What this task involves
Below are records. Find each line in them that holds the word "Fenerli" and copy it.

Input for this task
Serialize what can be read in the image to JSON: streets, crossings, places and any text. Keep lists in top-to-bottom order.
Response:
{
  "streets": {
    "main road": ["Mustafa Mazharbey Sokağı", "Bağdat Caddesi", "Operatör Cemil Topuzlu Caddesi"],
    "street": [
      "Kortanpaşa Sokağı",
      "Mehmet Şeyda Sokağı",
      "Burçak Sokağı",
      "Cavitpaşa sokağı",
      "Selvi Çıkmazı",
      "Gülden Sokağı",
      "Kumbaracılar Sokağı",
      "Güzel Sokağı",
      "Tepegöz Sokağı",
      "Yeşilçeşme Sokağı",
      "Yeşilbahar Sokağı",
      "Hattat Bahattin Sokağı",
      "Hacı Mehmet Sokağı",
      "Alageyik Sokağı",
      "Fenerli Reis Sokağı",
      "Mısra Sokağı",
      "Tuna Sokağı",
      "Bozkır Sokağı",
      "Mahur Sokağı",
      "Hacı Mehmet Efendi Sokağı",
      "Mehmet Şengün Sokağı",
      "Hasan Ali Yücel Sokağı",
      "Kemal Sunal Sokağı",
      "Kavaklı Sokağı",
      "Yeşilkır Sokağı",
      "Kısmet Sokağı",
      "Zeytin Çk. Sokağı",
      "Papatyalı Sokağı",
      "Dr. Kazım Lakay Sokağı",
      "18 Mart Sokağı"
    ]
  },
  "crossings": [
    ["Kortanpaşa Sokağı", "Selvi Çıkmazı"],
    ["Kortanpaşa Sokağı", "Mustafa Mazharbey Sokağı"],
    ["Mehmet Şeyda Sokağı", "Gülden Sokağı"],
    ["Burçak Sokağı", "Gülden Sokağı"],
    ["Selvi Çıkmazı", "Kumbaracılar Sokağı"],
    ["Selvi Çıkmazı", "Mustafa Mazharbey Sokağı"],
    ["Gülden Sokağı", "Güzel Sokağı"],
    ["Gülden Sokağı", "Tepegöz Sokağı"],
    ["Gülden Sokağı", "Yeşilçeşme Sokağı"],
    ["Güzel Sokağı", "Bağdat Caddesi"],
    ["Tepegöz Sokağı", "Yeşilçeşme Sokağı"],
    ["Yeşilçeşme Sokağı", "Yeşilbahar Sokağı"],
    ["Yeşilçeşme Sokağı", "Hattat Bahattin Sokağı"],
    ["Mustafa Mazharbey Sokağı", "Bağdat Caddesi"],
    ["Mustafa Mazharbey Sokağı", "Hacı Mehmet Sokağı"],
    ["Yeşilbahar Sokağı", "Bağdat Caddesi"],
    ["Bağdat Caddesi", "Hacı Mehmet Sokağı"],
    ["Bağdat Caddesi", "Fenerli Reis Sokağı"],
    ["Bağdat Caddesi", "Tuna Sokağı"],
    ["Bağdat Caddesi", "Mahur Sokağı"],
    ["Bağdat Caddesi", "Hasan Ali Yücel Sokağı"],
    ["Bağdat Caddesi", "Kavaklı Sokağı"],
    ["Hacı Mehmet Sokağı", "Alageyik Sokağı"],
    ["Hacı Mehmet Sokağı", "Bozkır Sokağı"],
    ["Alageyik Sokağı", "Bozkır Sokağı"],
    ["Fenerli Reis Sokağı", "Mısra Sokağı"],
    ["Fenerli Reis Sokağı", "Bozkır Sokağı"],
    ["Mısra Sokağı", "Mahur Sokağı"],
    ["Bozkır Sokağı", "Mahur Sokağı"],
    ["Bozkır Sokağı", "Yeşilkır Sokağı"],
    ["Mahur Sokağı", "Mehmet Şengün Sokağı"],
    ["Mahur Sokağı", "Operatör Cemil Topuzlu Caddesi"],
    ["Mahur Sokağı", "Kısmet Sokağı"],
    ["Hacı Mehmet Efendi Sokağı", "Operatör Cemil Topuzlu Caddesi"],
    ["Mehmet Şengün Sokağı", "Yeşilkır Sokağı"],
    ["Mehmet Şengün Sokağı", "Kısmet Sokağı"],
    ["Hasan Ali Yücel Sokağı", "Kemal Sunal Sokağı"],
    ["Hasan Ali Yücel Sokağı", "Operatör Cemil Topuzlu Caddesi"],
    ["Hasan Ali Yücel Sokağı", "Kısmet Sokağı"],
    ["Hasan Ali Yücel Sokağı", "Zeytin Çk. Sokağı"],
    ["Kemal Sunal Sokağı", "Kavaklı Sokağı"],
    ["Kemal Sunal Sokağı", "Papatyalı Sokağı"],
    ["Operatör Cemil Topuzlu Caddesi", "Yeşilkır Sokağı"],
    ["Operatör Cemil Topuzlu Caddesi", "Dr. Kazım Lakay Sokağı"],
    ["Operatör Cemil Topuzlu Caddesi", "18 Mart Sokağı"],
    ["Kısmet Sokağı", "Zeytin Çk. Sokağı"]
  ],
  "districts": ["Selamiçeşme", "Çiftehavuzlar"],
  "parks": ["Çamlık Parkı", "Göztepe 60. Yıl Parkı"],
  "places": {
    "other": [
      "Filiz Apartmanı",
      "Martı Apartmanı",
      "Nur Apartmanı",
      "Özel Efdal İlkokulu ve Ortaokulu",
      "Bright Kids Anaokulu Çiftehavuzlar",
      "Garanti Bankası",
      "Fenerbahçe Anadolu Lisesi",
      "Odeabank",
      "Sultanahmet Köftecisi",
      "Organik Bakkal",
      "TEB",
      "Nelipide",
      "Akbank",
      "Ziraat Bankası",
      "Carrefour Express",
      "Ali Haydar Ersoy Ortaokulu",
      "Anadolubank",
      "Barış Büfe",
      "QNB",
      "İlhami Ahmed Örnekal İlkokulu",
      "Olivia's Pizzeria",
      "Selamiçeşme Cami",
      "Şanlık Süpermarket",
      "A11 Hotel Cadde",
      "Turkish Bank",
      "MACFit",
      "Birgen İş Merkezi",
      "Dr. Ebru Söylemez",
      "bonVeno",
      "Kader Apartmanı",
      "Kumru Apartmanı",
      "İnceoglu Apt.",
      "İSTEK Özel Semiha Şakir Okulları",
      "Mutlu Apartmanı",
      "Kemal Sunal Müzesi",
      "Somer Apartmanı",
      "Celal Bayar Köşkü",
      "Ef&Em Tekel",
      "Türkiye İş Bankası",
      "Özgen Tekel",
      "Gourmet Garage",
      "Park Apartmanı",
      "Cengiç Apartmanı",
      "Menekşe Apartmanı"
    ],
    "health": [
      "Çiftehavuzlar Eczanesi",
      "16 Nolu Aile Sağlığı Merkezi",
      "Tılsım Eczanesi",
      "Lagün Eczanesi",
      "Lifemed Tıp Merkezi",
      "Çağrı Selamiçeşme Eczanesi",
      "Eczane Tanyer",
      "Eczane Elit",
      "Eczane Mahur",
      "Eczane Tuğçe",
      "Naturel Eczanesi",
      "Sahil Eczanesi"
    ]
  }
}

Result of the task
      "Fenerli Reis Sokağı",
    ["Bağdat Caddesi", "Fenerli Reis Sokağı"],
    ["Fenerli Reis Sokağı", "Mısra Sokağı"],
    ["Fenerli Reis Sokağı", "Bozkır Sokağı"],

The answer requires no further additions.